American businesswoman (born 1960)

Betsy McLaughlin is an American businesswoman who was the CEO of Hot Topic from 2000 to 2011. She is on consumer boards in the retail and restaurant sectors.

== Education ==
McLaughlin was born in 1960 in Boston, Massachusetts. She attended Estancia High School in Costa Mesa, California before earning a Bachelor of Arts degree in economics from the University of California, Irvine.

== Career ==
Prior to Hot Topic, McLaughlin worked for Millers Outpost and The Broadway in finance, merchandising, and operations roles. McLaughlin joined Hot Topic as the vice president of operations in 1993 when the company was in its start up stage and had 15 stores. In 1996, prior to the company's IPO (NASDAQ:HOTT), she was promoted to senior vice president of merchandising and marketing. She became president in 1998.

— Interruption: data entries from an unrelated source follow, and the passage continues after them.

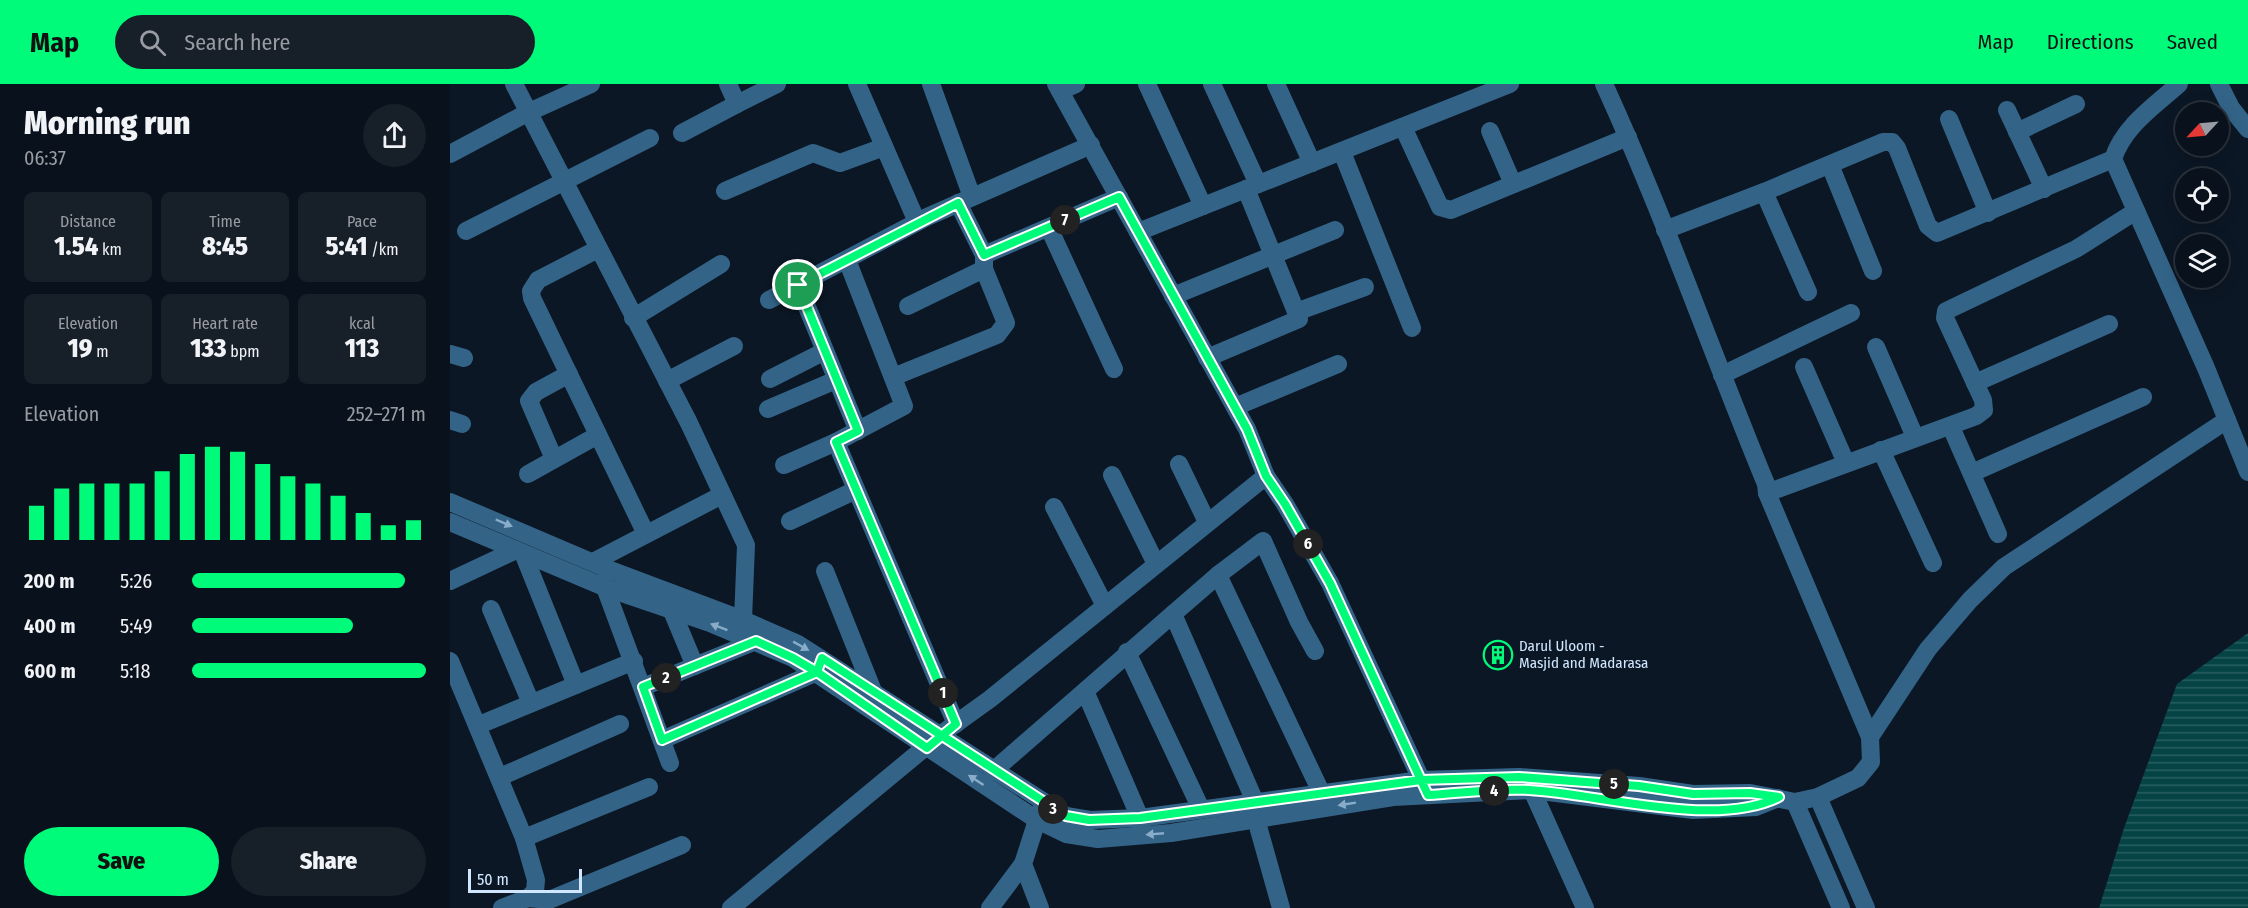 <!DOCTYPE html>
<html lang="en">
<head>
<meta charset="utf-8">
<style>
  body { margin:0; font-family:"Fira Sans Condensed",sans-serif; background:#171f29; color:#f1f3f6; height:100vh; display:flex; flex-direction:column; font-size:22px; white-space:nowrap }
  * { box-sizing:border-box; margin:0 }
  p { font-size:20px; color:#999da3 }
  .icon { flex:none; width:33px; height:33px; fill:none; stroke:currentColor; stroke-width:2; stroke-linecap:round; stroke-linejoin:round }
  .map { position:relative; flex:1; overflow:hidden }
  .sheet { display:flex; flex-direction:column; background:#09111c; width:450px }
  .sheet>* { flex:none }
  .needle { width:39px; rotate:244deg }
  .buttons { position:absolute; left:1725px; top:18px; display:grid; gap:12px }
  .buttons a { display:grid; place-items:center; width:54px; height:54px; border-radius:50%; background:#09111c; box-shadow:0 3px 15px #0003,0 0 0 2px #29313b; font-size:30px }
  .scale { position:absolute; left:18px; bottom:15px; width:114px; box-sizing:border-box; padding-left:6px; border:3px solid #d0e7ff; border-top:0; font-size:16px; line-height:21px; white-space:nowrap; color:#d0e7ff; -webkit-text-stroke:4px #0c1725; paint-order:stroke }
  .pin { position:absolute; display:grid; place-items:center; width:51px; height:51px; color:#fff; margin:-26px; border:3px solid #fff; border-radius:50%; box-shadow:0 2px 6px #0007 }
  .km { position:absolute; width:30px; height:30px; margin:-15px; border-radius:50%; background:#222; color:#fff; font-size:16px; line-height:30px; text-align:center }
  .round { display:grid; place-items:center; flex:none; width:63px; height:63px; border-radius:32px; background:#171f29 }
  .headline { display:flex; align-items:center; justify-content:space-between; height:102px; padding:0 24px }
  h1 { font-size:33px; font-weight:800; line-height:45px }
  .stats { display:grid; grid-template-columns:repeat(3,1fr); gap:9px; height:102px; padding:6px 24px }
  .stats div { display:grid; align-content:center; border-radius:9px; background:#171f29; text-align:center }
  .stats b { font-size:26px; font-weight:800 }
  .stats small { font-size:16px; font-weight:400 }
  .stats p { font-size:16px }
  .chart { height:168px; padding:12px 24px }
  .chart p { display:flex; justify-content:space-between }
  .chart svg { width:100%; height:108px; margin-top:6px; stroke:#00fb7a; stroke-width:6 }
  .button { display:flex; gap:12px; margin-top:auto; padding:12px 24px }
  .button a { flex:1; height:69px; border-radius:36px; background:#00fb7a; color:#111; font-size:24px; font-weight:800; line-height:69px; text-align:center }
  .button a+a { background:#171f29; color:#f1f3f6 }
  ul { padding:0 24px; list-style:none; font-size:20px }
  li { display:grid; grid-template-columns:96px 72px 1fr; align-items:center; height:45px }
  li i { height:15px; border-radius:8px; background:#00fb7a }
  header { display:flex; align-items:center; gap:36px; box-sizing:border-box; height:84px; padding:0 30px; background:#00fb7a; color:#111 }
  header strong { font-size:28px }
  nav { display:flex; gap:33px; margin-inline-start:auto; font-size:21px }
  .search { width:420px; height:54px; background:#171f29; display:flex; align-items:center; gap:15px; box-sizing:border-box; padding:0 21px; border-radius:33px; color:#999da3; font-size:22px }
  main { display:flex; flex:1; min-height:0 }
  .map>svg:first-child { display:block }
</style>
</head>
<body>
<header>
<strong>Map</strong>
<div class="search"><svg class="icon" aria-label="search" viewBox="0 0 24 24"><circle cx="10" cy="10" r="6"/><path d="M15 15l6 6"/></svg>Search here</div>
<nav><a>Map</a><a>Directions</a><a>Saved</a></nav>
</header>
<main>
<section class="sheet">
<div class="headline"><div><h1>Morning run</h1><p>06:37</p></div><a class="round"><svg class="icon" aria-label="share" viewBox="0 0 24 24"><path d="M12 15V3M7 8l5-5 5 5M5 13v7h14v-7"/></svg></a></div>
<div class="stats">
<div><p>Distance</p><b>1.54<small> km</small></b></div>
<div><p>Time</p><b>8:45</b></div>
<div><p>Pace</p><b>5:41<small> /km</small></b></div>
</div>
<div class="stats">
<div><p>Elevation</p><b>19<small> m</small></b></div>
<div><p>Heart rate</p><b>133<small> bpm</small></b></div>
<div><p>kcal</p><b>113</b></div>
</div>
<div class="chart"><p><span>Elevation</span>252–271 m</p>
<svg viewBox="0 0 160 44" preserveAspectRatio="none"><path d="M5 44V30M15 44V23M25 44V21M35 44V21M45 44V21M55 44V16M65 44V9M75 44V6M85 44V8M95 44V13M105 44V18M115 44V21M125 44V26M135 44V33M145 44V38M155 44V36"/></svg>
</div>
<ul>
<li><b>200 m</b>5:26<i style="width:91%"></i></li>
<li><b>400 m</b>5:49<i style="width:69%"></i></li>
<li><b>600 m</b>5:18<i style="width:100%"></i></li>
</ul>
<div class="button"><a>Save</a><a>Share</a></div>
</section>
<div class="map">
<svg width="1798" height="824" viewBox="0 0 1798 824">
  <defs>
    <pattern id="water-rules" width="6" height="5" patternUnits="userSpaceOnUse" patternTransform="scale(1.5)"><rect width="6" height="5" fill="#054345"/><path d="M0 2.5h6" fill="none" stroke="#285e61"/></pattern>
  </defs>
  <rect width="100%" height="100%" fill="#0c1725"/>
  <polygon fill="url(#water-rules)" points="1798,549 1798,824 1649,824 1674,744 1727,600"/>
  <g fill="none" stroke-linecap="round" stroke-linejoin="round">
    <g stroke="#336488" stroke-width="18">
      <polyline points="64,0 239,339 296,461 293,536"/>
      <polyline points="407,0 467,138"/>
      <polyline points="481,0 522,113"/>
      <polyline points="606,0 797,345 816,392 835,420 880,499 976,706"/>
      <polyline points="697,0 753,122"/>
      <polyline points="762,0 808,100"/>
      <polyline points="826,0 862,79"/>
      <polyline points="1769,0 1781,24 1798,45"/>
      <polyline points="610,7 626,0"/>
      <polyline points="287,20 327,0"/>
      <polyline points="1557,26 1594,105"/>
      <polyline points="1499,35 1538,129"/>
      <polyline points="953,43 990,123 1001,126 1178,53"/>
      <polyline points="1040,47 1063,100"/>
      <polyline points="1567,48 1626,20"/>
      <polyline points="232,49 287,20 278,0"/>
      <polyline points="892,68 962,244"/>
      <polyline points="0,70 77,29 141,0"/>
      <path d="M1663,75c11,-33 41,-53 66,-75"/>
      <polyline points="1380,81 1423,187"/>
      <polyline points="275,107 363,69 390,79 434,63"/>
      <polyline points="1314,108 1358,208"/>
      <polyline points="599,144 664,285"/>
      <polyline points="1215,146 1314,108 1433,58 1442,58 1447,64 1478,142 1487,149 1663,75 1756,284 1798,388"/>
      <polyline points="16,147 200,54"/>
      <polyline points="688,148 1060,0"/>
      <polyline points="148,165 88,196 81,207 82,214 196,450"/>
      <polyline points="534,171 669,113"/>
      <polyline points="397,176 454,322 386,358 506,640"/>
      <polyline points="348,201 408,347"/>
      <polyline points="723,212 885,146"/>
      <polyline points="319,216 477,133 641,61"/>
      <polyline points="458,222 534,185"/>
      <polyline points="846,228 915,203"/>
      <polyline points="183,234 271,180"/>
      <polyline points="1426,263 1465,353"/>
      <polyline points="0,270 14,274"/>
      <polyline points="757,274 849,235 796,105"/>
      <polyline points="1354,283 1396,379"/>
      <polyline points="1272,291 1401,229"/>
      <polyline points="443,293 547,251 556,239 534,185 534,171 508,119"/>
      <polyline points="320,295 375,267"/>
      <polyline points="217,297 284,262"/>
      <polyline points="1525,299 1659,240"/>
      <polyline points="785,323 888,280"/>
      <polyline points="318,325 386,296"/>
      <polyline points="0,336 12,340"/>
      <polyline points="1501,343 1548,450"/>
      <polyline points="1431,366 1483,479"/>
      <polyline points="104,375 79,317 86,308 119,290"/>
      <polyline points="729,380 757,438"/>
      <polyline points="334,381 386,358"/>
      <polyline points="1522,389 1693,313"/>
      <polyline points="78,390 148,351"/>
      <polyline points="662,391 706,480"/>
      <polyline points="1317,409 1526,332 1534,326 1533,316 1495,234 1496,227 1626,165 1686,127"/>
      <path d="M0,418l160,68 133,50 55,24 268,172 24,4 50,-2 281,-38 98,-3 120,9 54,8 57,-1 45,9 23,-5 40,-19 13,-16 -1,-25 -103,-244 -1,-9c-55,-133 -102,-269 -162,-400"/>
      <polyline points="604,423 655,522"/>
      <polyline points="340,437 406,406"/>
      <polyline points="0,438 154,503 260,539 343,574 587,736 616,750 648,755 721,749 943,713 1082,706 1243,726 1306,723 1328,714"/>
      <polyline points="73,469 126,601"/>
      <polyline points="143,478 272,411"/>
      <polyline points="375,487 423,607"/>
      <polyline points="768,491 813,457 849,538 865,567"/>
      <polyline points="0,497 66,466"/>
      <polyline points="153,498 220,679"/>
      <polyline points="41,525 81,619"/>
      <polyline points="222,527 245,582"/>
      <polyline points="723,530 768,491 871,708"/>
      <polyline points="677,568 751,725"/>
      <polyline points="0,577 74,754 86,796 85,807 78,814 52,824"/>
      <polyline points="193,603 306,557"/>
      <polyline points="635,607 723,530 806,720"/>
      <polyline points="29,641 184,577"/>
      <polyline points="1420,653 1478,565 1520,516 1554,483 1777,336"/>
      <polyline points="212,656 367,588 370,579"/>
      <polyline points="543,687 635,607 690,734"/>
      <polyline points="50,693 170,640"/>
      <polyline points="1082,706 1135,824"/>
      <polyline points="1368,713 1416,824"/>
      <polyline points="1345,718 1391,824"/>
      <polyline points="806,735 831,824"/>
      <polyline points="74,754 199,703"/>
      <polyline points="78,814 99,816 232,761"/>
      <polyline points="281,824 490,651 540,615 816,392"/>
      <polyline points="540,824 573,780"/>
      <polyline points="590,824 573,780 590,727"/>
    </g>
  </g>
  <defs><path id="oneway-solid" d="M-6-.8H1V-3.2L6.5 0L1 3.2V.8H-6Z" transform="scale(1.5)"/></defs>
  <g fill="#89acc9">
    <use href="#oneway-solid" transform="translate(54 439) rotate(23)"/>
    <use href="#oneway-solid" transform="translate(269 543) rotate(-159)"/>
    <use href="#oneway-solid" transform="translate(351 562) rotate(29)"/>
    <use href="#oneway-solid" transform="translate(526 696) rotate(-147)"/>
    <use href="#oneway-solid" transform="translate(897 720) rotate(171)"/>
    <use href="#oneway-solid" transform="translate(705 750) rotate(175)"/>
  </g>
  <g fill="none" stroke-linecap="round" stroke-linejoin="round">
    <g stroke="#fff" stroke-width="12">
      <path id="route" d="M348,201l60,146 -22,11 120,282 -29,24 -110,-76 -155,68 -19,-53 113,-46 37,17 24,14 5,-14 244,158 23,4 51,-2 281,-38 7,15c33,-2 68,-7 101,-5 72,4 186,39 250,7l-29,-4 -57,1 -54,-8 -120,-9 -98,3 -91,-197 -45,-79 -19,-28 -19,-47 -128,-232 -135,58 -26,-52 -160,82"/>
    </g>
    <use href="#route" stroke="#00fb7a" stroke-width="8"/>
  </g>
  <defs>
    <g id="building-ring" transform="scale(1.5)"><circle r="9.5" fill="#0c1725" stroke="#00fb7a" stroke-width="1.5"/><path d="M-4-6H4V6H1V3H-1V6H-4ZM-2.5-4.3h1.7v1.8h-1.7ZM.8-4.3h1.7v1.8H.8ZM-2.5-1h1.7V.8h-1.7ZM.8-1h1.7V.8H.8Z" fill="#00fb7a"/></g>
  </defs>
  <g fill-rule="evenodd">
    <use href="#building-ring" x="1048" y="571"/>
  </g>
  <g text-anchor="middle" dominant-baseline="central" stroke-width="4.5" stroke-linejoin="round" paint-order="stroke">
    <g font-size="15" fill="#d0e7ff" stroke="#0c1725" text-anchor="start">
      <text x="1069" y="562">Darul Uloom -<tspan x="1069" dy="17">Masjid and Madarasa</tspan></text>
    </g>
  </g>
</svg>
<div class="buttons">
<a><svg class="needle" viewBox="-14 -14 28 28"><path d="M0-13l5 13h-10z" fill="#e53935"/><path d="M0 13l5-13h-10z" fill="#999da3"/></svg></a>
<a><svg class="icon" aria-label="locate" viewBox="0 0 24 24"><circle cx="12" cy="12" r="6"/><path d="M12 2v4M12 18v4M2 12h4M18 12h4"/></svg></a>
<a><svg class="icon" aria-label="layers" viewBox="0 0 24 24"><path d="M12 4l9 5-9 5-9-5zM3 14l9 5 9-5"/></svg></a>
</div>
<div class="scale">50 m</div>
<div class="pin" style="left:348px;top:201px;background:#1e9e55"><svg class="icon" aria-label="arrive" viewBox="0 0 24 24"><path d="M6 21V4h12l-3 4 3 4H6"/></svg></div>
<b class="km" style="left:493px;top:609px">1</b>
<b class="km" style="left:216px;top:594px">2</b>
<b class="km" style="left:603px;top:725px">3</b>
<b class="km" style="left:1044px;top:707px">4</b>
<b class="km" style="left:1164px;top:700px">5</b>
<b class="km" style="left:858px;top:460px">6</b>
<b class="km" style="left:615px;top:136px">7</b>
</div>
</main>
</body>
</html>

In 2000, McLaughlin succeeded Hot Topic founder Orv Madden as CEO of the company and was appointed to the board of directors. In 2001, McLaughlin founded the second Hot Topic division called Torrid (NYSE:CURV), a plus-size retail chain aimed at young women.

During McLaughlin's tenure as CEO, the corporation was included on the Forbes list of “200 Hot Companies”, Fortune “100 Fastest Growing Companies”, Bloomberg Businessweek's “Hot Growth Companies”, and Fortune's “100 Best Companies to Work for”. McLaughlin was selected by Investor's Business Daily as one of the “Top 5 Business Leaders of 2003” and "Top 10 CEOs with Vision", by Ad Age as one of the “Marketing 50”, and in 2005, was named by Institutional Investor as one of the “Best CEOs in America”. In 2010, Hot Topic was #1 on Forbes’ list of “Most Trustworthy Retailers” and named by Fast Company as one of the “Most Innovative Companies” in retail.

McLaughlin has received a number of awards for her "think outside the box" approach to strategy and leadership, specifically the recruiting and training of a primarily young work force to manage brick and mortar locations. She is also known for developing a growth culture built on exceeding expectations of both customers and team members.

In 2011, McLaughlin resigned from Hot Topic. McLaughlin now sits on the boards of BARK (NYSE:BARK), 5.11 Tactical, Everlane, Lazy Dog Restaurants, Dolls Kill, Good American and PetSmart Charities. She also consults on branding, marketing, leadership and organization development for organizations in the consumer sector. Previously, McLaughlin sat on the boards of Noodles (NASDAQ:NDLS), Pinkberry, Kriser's All Natural Pet, Veggie Grill and on the board of visitors and executive committee of the UCLA Anderson School of Management. In 2018, McLaughlin was named “Director of the Year” for early stage/high growth companies by the Forum for Corporate Directors.